Beadwork techniques are broadly divided into several categories, including loom and off-loom weaving, stringing, bead embroidery, bead crochet, bead knitting, and bead tatting.

Ancient beading 

The art of creating and utilizing beads is ancient, and ostrich shell beads discovered in Africa can be carbon-dated to 10,000 BC. Faience beads, a type of ceramic created by mixing powdered clays, lime, soda, and silica sand with water until a paste forms, then molding it around a stick or straw and firing until hard, were notably used in ancient Egyptian jewelry from the First Dynasty (beginning in the early Bronze Age) onward. Faience and other ceramic beads with vitrified quartz coatings predate pure glass beads.

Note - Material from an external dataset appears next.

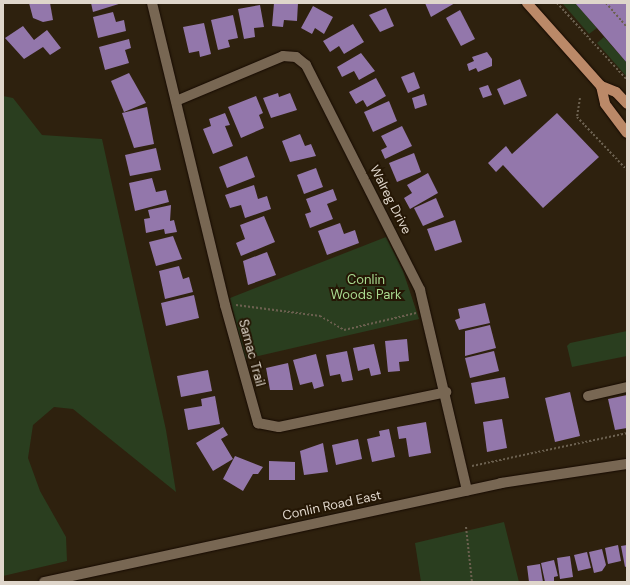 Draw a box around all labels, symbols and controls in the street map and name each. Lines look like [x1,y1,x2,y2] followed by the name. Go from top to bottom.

Beads and work created with them were found near-ubiquitously across the ancient world, often made of locally available materials. For example, the Athabaskan peoples of Alaska used tusk shells (scaphopod mollusks), which are naturally hollow, as beads and incorporated them into elaborate jewelry.

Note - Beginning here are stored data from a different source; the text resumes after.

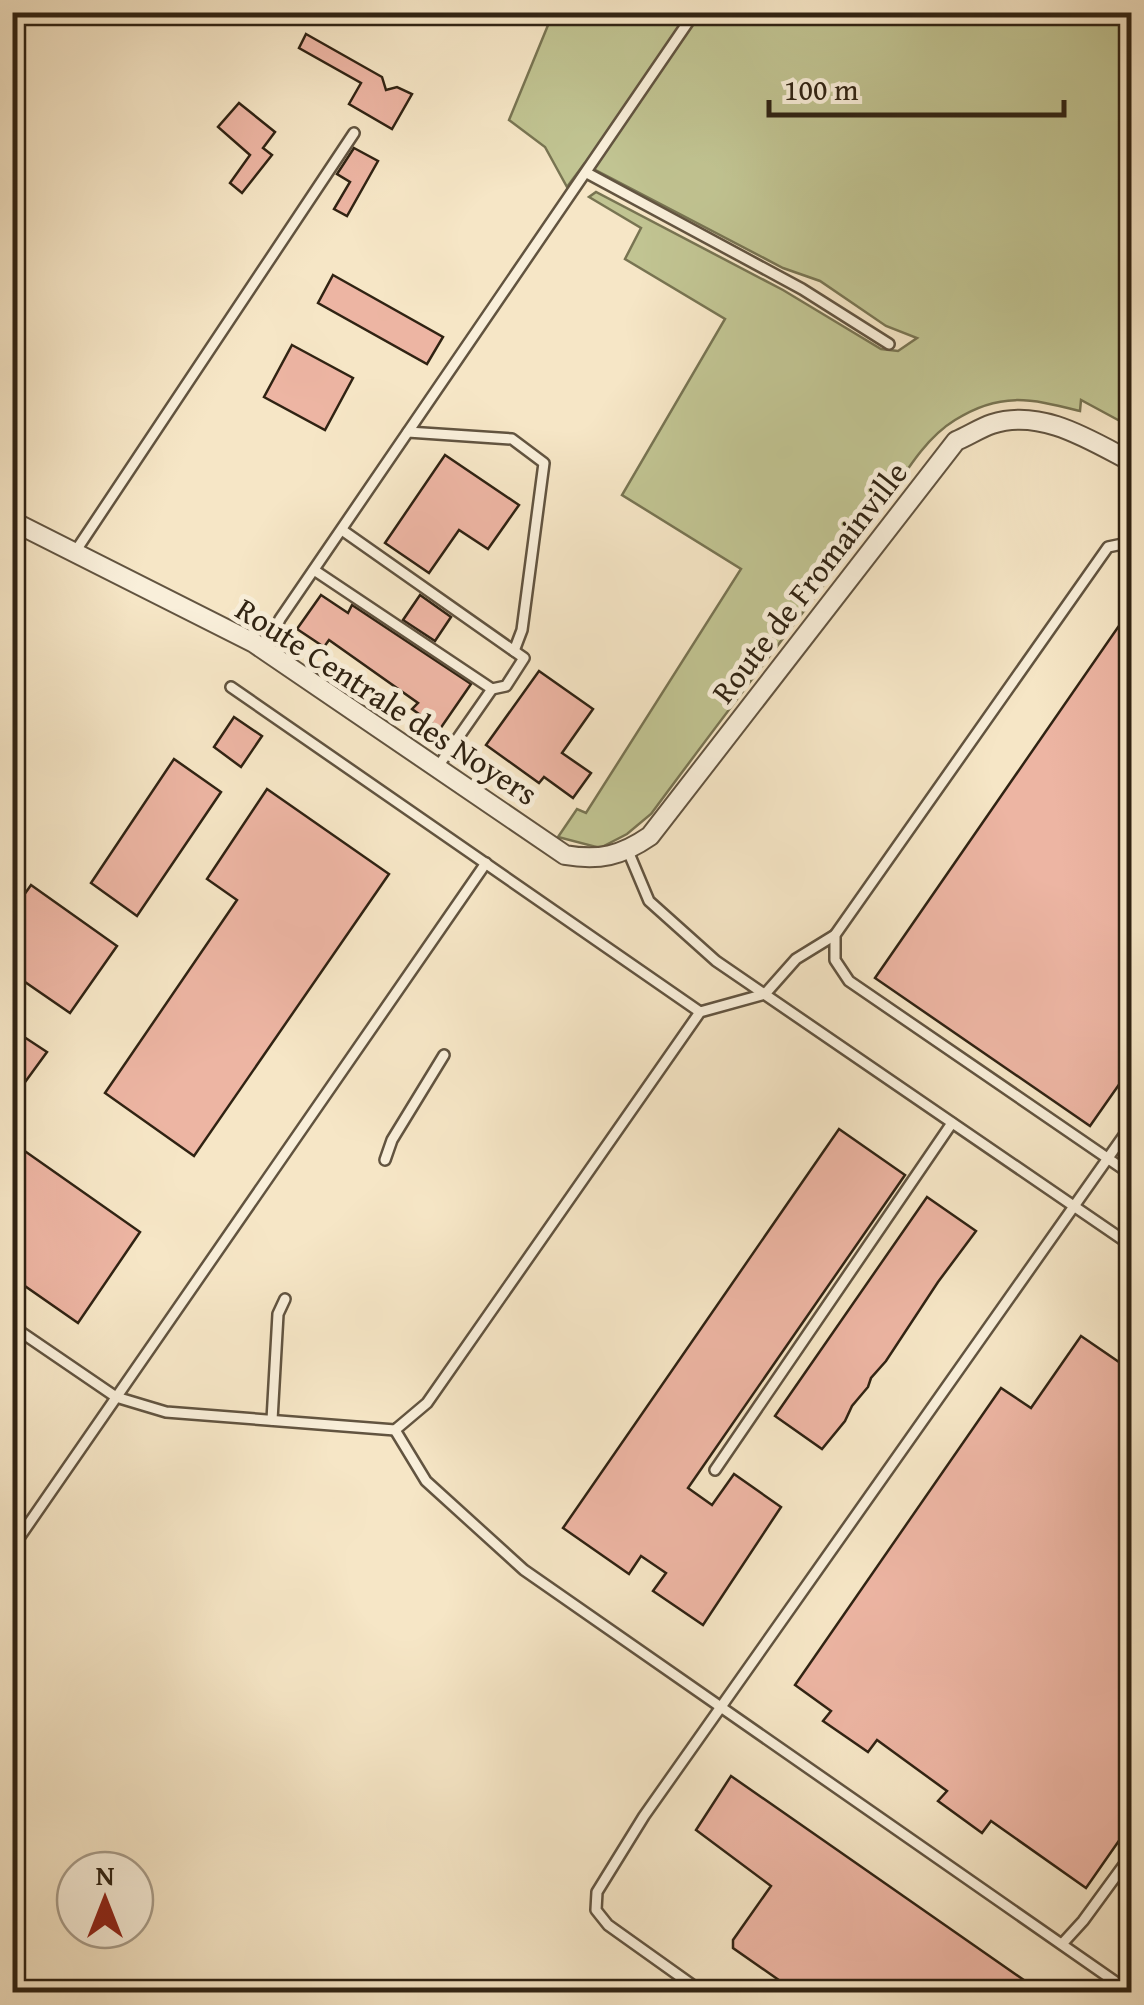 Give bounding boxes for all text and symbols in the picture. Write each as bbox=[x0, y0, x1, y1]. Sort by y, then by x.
scale bar bbox=[769, 55, 1064, 117]
text: 100 m bbox=[784, 67, 859, 111]
street label: Route de Fromainville bbox=[700, 451, 918, 713]
street label: Route Centrale des Noyers bbox=[227, 586, 547, 816]
north arrow bbox=[55, 1850, 155, 1950]
text: N bbox=[96, 1854, 115, 1895] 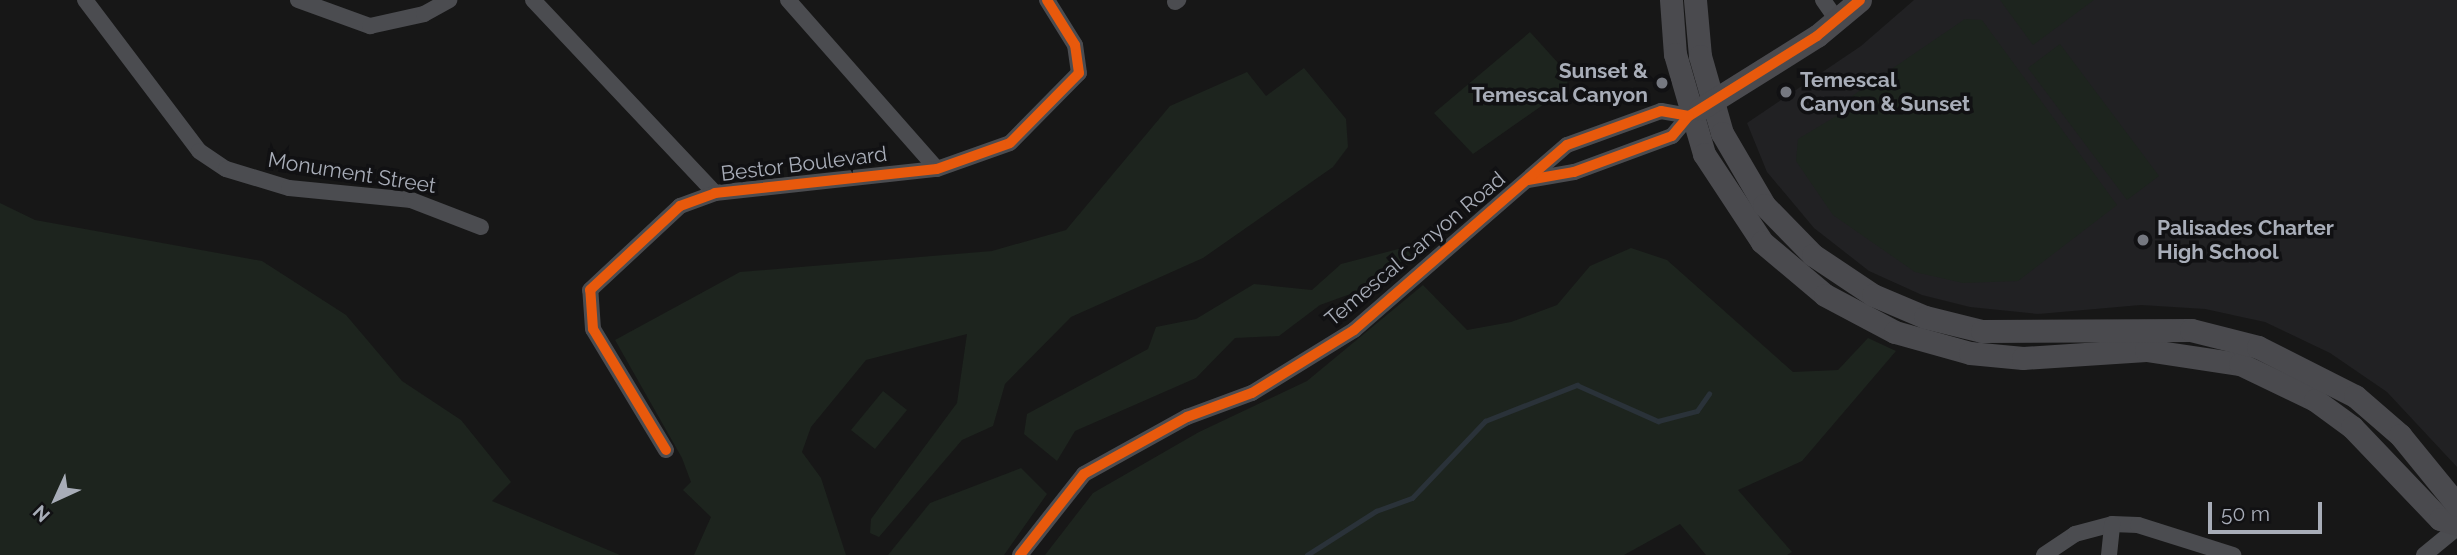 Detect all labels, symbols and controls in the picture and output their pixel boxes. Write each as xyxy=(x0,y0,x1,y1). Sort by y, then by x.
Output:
place label: Sunset & Temescal Canyon xyxy=(1471,58,1648,108)
place label: Temescal Canyon & Sunset xyxy=(1800,67,1970,117)
marker: Sunset & Temescal Canyon xyxy=(1654,75,1670,91)
marker: Temescal Canyon & Sunset xyxy=(1778,84,1794,100)
street label: Bestor Boulevard xyxy=(719,141,889,187)
street label: Monument Street xyxy=(266,147,438,199)
street label: Temescal Canyon Road xyxy=(1320,166,1510,332)
place label: Palisades Charter High School xyxy=(2157,215,2334,265)
marker: Palisades Charter High School xyxy=(2135,232,2151,248)
north arrow xyxy=(21,464,91,534)
scale bar xyxy=(2212,489,2326,532)
text: N xyxy=(28,501,54,527)
text: 50 m xyxy=(2221,501,2270,526)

Beadwork has historically been used for religious purposes, as good luck talismans, for barter and trade, and for ritual exchange.

Modern beading 

Today, beadwork is commonly practiced by jewelers, hobbyists, and contemporary artists; artists known for using beadwork as a medium include Liza Lou, Ran Hwang, Hew Locke, Jeffery Gibson, and Joyce J. Scott.

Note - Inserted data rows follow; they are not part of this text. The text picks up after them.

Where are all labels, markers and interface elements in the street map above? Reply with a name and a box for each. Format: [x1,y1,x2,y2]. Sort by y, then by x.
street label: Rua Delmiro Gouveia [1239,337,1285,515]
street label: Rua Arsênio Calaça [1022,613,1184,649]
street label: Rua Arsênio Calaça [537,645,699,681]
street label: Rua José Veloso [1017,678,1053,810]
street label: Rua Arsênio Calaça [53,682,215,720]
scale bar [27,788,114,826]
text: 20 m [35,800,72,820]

Some ancient stitches have become especially popular among contemporary artists. The off-loom peyote stitch, for example, is used in Native American Church members' beadwork.

European beadwork 

Beadwork in Europe, much like in Egypt and the Americas, can be traced to the use of bone and shell as adornments amongst early modern humans. As glassmaking increased in popularity through the Middle Ages, glass beads began to appear extensively in bead embroidery, beaded necklaces, and similar wares.

By 1291, artists in Murano, Italy had begun production of intricate glass Murano beads inspired by Venetian glassware. With the advent of lampwork glass, Europeans started producing seed beads for embroidery, crochet, and other, mostly off-loom techniques. Czech seed beads are among the most popular contemporary bead styles.

One technique of European beadwork is beaded "immortal" flowers. The technique's origins, though indistinct, are generally agreed to range at least several centuries back, as far back as at least the 16th if not 14th century. Two mayor styles were developed: French beading, in which the wire only goes through each bead once and the wires are arranged vertically, and Victorian (also called English or Russian) beading, in which the wires go through each bead twice and are arranged horizontally. In the late 19th and early 20th century, the beaded flowers were used to create long lasting funeral wreaths, called  (French for "immortals"). In the mid-20th century, the art was introduced to United States with sales of flower beading kits. In 1960s to 1970s, books by emerging beaded flower designers emerged. In the 1990s and 2000s, there was another revival of interest in the craft, exemplified for example by the funeral wreaths made to commemorate September 11 attacks victims.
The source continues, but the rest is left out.